◆ Task inputs
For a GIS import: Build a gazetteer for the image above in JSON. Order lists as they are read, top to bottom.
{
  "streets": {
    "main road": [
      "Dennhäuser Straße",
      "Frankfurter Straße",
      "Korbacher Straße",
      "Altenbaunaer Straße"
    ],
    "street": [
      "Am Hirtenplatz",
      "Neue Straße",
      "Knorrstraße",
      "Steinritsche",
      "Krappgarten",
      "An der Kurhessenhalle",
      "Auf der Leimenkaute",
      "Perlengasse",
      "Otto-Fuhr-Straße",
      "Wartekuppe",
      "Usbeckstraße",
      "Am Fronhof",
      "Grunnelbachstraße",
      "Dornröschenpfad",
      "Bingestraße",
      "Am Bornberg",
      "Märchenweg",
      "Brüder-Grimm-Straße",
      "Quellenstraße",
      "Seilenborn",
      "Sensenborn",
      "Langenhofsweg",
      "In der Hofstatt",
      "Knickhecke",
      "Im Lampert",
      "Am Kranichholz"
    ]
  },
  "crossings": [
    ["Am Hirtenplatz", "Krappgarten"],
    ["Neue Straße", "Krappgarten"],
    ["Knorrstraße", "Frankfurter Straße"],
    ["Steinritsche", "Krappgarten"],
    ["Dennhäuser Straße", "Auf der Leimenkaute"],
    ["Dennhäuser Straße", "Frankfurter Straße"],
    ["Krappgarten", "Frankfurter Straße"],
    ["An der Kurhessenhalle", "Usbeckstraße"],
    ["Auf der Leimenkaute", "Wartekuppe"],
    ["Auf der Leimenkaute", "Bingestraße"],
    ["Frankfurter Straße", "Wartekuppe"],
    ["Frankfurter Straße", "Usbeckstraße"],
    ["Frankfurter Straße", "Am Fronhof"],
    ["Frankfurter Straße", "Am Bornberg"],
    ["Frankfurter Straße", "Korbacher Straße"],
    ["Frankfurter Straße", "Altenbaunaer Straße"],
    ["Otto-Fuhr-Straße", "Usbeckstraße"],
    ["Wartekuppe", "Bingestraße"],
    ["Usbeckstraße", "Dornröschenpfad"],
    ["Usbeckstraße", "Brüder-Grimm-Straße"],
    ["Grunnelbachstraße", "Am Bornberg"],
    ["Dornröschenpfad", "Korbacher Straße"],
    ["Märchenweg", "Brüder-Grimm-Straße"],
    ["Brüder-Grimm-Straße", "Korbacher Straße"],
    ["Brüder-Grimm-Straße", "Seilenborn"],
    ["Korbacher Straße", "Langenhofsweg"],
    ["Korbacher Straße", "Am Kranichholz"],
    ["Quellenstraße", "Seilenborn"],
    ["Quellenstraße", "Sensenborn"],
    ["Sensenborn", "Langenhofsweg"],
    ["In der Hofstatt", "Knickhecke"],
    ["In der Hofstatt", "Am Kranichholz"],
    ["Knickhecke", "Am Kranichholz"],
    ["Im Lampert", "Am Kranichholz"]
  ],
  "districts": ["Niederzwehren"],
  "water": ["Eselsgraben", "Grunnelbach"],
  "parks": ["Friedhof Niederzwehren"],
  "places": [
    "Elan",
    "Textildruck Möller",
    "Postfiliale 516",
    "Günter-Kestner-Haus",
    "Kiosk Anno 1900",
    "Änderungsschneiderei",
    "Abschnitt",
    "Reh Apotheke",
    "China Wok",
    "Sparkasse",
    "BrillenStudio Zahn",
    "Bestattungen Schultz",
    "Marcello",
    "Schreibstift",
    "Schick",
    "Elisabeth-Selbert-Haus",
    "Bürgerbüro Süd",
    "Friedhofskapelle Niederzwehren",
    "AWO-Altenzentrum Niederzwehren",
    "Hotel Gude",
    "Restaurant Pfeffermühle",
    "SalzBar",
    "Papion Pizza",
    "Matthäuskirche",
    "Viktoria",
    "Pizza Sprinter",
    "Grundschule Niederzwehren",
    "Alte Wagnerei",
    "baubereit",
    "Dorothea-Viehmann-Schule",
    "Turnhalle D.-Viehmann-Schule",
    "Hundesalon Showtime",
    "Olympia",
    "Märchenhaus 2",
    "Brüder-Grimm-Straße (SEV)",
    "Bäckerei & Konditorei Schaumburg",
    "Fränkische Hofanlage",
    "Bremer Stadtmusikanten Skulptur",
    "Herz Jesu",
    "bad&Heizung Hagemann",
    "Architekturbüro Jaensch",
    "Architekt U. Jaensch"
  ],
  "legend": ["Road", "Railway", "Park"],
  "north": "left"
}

◆ Work to complete
Exact copies of every record are required, so retype them in full.

◆ Exercise response
For a GIS import: Build a gazetteer for the image above in JSON. Order lists as they are read, top to bottom.
{
  "streets": {
    "main road": [
      "Dennhäuser Straße",
      "Frankfurter Straße",
      "Korbacher Straße",
      "Altenbaunaer Straße"
    ],
    "street": [
      "Am Hirtenplatz",
      "Neue Straße",
      "Knorrstraße",
      "Steinritsche",
      "Krappgarten",
      "An der Kurhessenhalle",
      "Auf der Leimenkaute",
      "Perlengasse",
      "Otto-Fuhr-Straße",
      "Wartekuppe",
      "Usbeckstraße",
      "Am Fronhof",
      "Grunnelbachstraße",
      "Dornröschenpfad",
      "Bingestraße",
      "Am Bornberg",
      "Märchenweg",
      "Brüder-Grimm-Straße",
      "Quellenstraße",
      "Seilenborn",
      "Sensenborn",
      "Langenhofsweg",
      "In der Hofstatt",
      "Knickhecke",
      "Im Lampert",
      "Am Kranichholz"
    ]
  },
  "crossings": [
    ["Am Hirtenplatz", "Krappgarten"],
    ["Neue Straße", "Krappgarten"],
    ["Knorrstraße", "Frankfurter Straße"],
    ["Steinritsche", "Krappgarten"],
    ["Dennhäuser Straße", "Auf der Leimenkaute"],
    ["Dennhäuser Straße", "Frankfurter Straße"],
    ["Krappgarten", "Frankfurter Straße"],
    ["An der Kurhessenhalle", "Usbeckstraße"],
    ["Auf der Leimenkaute", "Wartekuppe"],
    ["Auf der Leimenkaute", "Bingestraße"],
    ["Frankfurter Straße", "Wartekuppe"],
    ["Frankfurter Straße", "Usbeckstraße"],
    ["Frankfurter Straße", "Am Fronhof"],
    ["Frankfurter Straße", "Am Bornberg"],
    ["Frankfurter Straße", "Korbacher Straße"],
    ["Frankfurter Straße", "Altenbaunaer Straße"],
    ["Otto-Fuhr-Straße", "Usbeckstraße"],
    ["Wartekuppe", "Bingestraße"],
    ["Usbeckstraße", "Dornröschenpfad"],
    ["Usbeckstraße", "Brüder-Grimm-Straße"],
    ["Grunnelbachstraße", "Am Bornberg"],
    ["Dornröschenpfad", "Korbacher Straße"],
    ["Märchenweg", "Brüder-Grimm-Straße"],
    ["Brüder-Grimm-Straße", "Korbacher Straße"],
    ["Brüder-Grimm-Straße", "Seilenborn"],
    ["Korbacher Straße", "Langenhofsweg"],
    ["Korbacher Straße", "Am Kranichholz"],
    ["Quellenstraße", "Seilenborn"],
    ["Quellenstraße", "Sensenborn"],
    ["Sensenborn", "Langenhofsweg"],
    ["In der Hofstatt", "Knickhecke"],
    ["In der Hofstatt", "Am Kranichholz"],
    ["Knickhecke", "Am Kranichholz"],
    ["Im Lampert", "Am Kranichholz"]
  ],
  "districts": ["Niederzwehren"],
  "water": ["Eselsgraben", "Grunnelbach"],
  "parks": ["Friedhof Niederzwehren"],
  "places": [
    "Elan",
    "Textildruck Möller",
    "Postfiliale 516",
    "Günter-Kestner-Haus",
    "Kiosk Anno 1900",
    "Änderungsschneiderei",
    "Abschnitt",
    "Reh Apotheke",
    "China Wok",
    "Sparkasse",
    "BrillenStudio Zahn",
    "Bestattungen Schultz",
    "Marcello",
    "Schreibstift",
    "Schick",
    "Elisabeth-Selbert-Haus",
    "Bürgerbüro Süd",
    "Friedhofskapelle Niederzwehren",
    "AWO-Altenzentrum Niederzwehren",
    "Hotel Gude",
    "Restaurant Pfeffermühle",
    "SalzBar",
    "Papion Pizza",
    "Matthäuskirche",
    "Viktoria",
    "Pizza Sprinter",
    "Grundschule Niederzwehren",
    "Alte Wagnerei",
    "baubereit",
    "Dorothea-Viehmann-Schule",
    "Turnhalle D.-Viehmann-Schule",
    "Hundesalon Showtime",
    "Olympia",
    "Märchenhaus 2",
    "Brüder-Grimm-Straße (SEV)",
    "Bäckerei & Konditorei Schaumburg",
    "Fränkische Hofanlage",
    "Bremer Stadtmusikanten Skulptur",
    "Herz Jesu",
    "bad&Heizung Hagemann",
    "Architekturbüro Jaensch",
    "Architekt U. Jaensch"
  ],
  "legend": ["Road", "Railway", "Park"],
  "north": "left"
}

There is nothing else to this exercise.